▸ **SUPPLIED MATERIAL**
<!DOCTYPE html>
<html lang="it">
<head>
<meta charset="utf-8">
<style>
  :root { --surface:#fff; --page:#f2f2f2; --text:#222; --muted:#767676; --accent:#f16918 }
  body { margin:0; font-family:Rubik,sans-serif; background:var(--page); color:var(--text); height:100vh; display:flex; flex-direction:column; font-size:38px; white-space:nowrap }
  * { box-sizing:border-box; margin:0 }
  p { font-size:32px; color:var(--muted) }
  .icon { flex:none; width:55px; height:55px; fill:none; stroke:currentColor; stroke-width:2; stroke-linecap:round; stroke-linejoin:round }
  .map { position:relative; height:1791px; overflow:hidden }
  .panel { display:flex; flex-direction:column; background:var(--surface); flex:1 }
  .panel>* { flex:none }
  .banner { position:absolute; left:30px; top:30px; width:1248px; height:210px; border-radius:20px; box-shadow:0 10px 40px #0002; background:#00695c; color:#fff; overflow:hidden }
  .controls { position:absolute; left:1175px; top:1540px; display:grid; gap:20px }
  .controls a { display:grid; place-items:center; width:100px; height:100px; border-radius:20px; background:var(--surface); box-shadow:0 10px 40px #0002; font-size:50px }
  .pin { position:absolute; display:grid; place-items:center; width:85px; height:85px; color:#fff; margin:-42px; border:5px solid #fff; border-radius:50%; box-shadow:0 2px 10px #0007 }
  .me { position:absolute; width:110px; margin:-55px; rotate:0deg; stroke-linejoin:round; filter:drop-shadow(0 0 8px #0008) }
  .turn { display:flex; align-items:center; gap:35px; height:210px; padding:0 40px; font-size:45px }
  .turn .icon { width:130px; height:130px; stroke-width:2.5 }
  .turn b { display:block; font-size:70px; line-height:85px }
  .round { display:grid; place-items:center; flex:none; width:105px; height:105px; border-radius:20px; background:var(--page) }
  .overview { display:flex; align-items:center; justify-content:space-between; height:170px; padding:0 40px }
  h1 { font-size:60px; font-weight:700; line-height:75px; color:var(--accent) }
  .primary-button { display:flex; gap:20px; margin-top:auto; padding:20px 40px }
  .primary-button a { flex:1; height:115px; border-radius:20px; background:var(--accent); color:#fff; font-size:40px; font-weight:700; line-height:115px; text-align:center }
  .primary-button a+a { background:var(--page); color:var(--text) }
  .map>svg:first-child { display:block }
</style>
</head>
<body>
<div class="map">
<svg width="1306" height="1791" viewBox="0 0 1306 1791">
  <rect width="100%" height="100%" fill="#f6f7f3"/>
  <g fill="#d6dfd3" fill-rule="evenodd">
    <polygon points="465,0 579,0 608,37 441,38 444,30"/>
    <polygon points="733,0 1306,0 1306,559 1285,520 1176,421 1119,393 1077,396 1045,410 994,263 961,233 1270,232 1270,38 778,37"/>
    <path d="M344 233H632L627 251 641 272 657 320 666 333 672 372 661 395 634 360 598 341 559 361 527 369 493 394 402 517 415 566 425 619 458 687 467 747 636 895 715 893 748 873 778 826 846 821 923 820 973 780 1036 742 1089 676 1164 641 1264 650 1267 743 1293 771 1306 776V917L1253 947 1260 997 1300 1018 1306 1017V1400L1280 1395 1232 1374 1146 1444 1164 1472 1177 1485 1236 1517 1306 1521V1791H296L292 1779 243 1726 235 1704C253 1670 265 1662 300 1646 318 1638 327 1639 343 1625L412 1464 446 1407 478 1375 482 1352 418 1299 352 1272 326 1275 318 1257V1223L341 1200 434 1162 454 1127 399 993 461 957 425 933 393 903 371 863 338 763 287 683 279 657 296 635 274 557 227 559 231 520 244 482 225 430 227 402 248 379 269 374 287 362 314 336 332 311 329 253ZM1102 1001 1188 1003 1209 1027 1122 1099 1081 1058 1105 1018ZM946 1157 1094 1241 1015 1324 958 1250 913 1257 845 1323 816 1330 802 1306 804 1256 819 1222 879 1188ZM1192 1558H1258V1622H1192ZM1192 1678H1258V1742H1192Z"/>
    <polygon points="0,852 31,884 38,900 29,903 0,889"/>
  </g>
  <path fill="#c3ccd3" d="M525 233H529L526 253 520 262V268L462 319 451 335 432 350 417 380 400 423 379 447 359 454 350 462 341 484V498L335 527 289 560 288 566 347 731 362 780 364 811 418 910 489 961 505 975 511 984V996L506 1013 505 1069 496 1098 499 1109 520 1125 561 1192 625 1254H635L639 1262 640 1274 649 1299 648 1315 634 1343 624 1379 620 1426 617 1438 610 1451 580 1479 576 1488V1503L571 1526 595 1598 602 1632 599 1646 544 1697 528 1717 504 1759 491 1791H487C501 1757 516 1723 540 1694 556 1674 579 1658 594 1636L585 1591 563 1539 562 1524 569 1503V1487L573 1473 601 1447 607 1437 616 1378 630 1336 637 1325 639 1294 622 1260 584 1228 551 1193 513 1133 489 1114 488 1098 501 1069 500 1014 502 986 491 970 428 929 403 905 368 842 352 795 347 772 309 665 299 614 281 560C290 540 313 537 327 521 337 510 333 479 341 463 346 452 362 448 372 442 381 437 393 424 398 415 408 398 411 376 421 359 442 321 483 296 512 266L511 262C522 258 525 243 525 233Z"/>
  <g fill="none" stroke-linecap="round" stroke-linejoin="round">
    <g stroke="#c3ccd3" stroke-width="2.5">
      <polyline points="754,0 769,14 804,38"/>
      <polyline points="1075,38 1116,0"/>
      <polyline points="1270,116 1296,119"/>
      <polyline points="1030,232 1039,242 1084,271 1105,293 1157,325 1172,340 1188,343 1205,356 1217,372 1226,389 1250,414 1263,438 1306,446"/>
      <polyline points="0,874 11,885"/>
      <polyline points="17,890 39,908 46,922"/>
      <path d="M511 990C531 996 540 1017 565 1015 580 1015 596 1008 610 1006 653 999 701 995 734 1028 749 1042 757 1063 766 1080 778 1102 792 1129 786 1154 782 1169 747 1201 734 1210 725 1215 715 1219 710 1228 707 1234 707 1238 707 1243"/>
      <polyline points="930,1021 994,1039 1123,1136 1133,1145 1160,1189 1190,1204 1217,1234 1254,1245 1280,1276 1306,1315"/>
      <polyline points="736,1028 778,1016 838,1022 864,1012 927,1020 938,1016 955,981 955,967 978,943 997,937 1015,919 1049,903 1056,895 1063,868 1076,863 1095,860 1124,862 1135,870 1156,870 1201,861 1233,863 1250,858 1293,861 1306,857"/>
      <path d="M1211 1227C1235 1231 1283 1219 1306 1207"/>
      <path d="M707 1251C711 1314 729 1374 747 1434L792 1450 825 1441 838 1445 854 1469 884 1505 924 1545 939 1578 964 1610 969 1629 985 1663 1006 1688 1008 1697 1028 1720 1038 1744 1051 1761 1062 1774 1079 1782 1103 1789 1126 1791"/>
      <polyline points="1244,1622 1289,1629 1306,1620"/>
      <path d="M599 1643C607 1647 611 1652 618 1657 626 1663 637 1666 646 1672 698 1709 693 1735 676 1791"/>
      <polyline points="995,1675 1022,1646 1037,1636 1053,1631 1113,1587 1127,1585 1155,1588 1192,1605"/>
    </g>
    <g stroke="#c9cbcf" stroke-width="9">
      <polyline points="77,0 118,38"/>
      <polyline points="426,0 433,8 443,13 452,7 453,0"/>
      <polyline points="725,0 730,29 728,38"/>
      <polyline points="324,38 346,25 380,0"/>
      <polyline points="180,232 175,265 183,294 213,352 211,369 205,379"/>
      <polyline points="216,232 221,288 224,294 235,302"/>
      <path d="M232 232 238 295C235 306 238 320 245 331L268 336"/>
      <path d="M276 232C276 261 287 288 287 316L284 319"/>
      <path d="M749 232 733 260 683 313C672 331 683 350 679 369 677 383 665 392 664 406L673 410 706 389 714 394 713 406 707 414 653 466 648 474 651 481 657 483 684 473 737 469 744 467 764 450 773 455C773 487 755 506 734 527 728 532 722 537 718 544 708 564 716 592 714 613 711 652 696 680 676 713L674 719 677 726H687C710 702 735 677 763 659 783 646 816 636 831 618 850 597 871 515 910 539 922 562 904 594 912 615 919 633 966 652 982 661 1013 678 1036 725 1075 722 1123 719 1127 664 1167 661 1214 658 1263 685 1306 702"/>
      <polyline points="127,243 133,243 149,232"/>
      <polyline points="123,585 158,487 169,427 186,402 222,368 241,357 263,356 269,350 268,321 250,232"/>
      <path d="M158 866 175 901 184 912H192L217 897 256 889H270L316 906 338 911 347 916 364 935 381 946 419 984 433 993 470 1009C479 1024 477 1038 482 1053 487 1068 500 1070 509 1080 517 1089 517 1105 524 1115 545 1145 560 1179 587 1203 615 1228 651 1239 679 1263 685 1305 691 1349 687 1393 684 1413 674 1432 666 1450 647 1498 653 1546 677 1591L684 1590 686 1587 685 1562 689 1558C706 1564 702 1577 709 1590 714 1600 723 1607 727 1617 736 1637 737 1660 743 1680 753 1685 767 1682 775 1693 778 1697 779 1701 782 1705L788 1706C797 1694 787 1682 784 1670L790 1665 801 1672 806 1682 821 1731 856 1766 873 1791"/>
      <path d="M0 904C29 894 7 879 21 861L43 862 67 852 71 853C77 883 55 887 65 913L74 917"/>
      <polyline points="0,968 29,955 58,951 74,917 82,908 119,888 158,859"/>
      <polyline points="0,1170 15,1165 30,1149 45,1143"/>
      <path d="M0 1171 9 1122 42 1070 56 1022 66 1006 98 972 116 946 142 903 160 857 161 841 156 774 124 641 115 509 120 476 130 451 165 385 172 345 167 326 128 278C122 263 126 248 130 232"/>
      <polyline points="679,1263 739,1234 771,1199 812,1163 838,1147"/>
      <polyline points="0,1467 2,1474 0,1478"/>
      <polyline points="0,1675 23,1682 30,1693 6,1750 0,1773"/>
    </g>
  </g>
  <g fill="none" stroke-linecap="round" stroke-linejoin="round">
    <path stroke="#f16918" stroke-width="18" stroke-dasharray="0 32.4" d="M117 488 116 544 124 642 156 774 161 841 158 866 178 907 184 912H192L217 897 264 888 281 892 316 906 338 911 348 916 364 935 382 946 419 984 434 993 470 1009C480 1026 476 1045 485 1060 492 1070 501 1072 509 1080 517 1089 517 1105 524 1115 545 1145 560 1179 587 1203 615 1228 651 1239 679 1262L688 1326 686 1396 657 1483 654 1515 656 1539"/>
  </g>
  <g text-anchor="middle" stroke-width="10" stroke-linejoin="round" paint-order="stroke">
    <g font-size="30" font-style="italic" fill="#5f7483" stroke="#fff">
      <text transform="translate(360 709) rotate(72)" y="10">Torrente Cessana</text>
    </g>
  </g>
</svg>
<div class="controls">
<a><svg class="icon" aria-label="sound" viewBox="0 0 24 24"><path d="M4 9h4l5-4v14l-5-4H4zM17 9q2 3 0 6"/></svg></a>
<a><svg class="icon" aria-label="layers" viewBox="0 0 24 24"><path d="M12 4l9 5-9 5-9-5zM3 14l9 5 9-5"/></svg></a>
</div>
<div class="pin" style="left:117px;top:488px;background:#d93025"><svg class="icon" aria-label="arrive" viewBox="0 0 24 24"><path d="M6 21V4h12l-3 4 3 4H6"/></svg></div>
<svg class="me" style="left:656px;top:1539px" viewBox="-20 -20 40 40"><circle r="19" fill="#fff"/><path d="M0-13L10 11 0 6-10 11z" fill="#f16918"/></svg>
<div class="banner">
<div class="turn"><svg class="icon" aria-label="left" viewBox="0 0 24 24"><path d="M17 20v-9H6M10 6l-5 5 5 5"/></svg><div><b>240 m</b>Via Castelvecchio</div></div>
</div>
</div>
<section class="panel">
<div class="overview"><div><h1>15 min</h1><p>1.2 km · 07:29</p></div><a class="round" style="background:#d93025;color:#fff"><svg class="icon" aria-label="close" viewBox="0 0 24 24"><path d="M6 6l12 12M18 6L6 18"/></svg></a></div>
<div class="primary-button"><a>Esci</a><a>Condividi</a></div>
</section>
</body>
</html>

▸ **WHAT IS NEEDED**
In the data above, find each line that has the word "body" and copy it out.

▸ **ANSWER TO THIS EXERCISE**
  body { margin:0; font-family:Rubik,sans-serif; background:var(--page); color:var(--text); height:100vh; display:flex; flex-direction:column; font-size:38px; white-space:nowrap }
<body>
</body>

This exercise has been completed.